— EXERCISE DESCRIPTION —
Copy each line in the data below that contains the word "linejoin".

-=-=-=-=-

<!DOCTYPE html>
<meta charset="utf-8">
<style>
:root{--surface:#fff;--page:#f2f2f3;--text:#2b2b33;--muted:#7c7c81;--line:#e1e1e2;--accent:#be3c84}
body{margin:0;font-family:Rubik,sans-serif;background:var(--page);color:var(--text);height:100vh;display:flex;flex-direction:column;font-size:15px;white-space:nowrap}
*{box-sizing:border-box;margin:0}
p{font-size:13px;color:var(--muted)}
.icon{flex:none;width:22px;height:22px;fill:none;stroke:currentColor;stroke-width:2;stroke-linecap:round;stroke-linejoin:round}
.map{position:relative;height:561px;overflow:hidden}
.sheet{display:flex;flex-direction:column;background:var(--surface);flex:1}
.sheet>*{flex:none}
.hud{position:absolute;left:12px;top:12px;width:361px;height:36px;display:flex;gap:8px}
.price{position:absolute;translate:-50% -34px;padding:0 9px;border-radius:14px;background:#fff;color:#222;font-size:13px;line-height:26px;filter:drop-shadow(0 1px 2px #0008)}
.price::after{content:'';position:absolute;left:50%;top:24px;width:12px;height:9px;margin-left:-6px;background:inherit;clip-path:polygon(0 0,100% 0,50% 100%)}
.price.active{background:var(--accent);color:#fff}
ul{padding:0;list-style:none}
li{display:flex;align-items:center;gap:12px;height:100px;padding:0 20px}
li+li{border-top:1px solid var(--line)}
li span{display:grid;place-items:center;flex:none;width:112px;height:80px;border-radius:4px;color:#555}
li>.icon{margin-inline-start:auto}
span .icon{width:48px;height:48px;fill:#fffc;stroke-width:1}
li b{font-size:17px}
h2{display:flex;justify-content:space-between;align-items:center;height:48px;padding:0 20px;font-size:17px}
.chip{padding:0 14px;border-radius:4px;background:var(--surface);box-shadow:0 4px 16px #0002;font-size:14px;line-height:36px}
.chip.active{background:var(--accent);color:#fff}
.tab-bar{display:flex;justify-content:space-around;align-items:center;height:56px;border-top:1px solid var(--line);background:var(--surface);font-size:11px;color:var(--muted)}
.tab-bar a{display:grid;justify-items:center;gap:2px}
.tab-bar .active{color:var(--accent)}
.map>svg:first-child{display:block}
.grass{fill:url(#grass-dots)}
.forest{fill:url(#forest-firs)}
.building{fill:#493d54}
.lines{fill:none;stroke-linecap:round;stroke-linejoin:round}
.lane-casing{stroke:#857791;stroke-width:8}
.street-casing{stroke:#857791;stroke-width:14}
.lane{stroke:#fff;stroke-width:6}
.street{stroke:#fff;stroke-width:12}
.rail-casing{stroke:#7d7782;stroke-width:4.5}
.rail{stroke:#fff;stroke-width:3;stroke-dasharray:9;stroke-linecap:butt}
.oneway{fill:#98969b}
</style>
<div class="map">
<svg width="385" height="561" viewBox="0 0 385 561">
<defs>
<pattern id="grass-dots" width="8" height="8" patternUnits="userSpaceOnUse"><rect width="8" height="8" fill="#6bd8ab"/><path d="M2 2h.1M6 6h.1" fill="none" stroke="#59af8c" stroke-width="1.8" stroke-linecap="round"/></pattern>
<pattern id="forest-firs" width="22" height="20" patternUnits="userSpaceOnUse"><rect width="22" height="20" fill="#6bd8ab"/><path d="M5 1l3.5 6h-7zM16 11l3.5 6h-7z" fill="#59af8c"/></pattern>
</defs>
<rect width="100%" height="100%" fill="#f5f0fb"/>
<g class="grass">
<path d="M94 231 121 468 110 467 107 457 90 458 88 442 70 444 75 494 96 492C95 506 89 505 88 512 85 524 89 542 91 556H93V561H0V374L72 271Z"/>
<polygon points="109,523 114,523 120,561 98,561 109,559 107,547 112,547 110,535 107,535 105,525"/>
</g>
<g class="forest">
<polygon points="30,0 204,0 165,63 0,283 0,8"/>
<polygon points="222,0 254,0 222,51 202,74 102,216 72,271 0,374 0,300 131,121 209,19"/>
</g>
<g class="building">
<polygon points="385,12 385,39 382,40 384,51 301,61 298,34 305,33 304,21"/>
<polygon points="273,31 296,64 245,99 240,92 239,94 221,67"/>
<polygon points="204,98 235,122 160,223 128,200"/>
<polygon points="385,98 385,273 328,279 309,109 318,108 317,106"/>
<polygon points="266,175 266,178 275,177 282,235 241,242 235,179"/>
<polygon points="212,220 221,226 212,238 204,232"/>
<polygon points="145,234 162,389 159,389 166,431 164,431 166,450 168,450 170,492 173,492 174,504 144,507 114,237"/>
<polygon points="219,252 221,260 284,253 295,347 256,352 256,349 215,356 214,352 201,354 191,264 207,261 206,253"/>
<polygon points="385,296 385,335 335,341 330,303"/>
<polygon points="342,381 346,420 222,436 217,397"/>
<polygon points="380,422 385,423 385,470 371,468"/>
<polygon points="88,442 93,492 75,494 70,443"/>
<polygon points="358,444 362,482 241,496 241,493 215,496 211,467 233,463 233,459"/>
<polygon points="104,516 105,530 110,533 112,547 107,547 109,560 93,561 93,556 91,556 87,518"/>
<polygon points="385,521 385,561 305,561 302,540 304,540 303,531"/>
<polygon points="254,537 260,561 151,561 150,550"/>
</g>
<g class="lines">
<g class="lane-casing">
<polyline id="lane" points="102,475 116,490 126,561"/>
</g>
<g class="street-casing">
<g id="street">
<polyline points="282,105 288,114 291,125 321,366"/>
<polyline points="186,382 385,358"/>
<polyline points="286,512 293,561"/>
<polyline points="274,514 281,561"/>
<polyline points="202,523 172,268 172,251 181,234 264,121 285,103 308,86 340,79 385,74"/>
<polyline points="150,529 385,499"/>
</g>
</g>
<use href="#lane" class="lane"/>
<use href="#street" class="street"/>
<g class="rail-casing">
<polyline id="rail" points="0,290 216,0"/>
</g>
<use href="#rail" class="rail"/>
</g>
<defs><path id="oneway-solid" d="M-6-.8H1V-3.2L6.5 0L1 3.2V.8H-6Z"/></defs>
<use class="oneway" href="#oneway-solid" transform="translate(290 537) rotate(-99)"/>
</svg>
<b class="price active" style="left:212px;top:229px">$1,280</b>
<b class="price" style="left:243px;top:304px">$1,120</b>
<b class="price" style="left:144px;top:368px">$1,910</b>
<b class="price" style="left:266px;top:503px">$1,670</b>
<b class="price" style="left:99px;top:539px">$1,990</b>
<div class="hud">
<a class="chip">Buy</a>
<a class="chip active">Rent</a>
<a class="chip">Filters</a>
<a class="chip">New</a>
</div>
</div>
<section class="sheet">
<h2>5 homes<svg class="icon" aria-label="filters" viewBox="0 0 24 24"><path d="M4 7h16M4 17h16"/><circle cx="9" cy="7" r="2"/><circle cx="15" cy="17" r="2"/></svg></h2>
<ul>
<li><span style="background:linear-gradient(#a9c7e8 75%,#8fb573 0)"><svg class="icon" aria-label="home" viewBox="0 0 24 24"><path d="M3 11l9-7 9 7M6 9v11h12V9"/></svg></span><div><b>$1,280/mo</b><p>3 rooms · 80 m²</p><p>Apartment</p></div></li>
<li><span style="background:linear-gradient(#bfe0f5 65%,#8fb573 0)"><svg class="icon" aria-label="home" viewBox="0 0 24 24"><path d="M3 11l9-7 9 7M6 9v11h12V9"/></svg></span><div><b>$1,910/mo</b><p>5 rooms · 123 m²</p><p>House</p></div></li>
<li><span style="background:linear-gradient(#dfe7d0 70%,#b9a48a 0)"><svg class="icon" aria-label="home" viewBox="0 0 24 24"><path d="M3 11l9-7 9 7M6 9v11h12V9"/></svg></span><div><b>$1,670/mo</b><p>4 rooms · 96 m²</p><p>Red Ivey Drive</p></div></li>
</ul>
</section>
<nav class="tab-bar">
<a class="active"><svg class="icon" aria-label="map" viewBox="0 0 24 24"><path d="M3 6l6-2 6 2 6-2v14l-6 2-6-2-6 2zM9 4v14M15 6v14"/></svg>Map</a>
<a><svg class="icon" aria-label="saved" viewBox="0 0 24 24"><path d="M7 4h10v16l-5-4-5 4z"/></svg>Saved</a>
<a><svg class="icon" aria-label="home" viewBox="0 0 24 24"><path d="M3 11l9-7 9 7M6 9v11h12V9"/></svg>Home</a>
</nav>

-=-=-=-=-

— RESULT OF THIS TASK —
.icon{flex:none;width:22px;height:22px;fill:none;stroke:currentColor;stroke-width:2;stroke-linecap:round;stroke-linejoin:round}
.lines{fill:none;stroke-linecap:round;stroke-linejoin:round}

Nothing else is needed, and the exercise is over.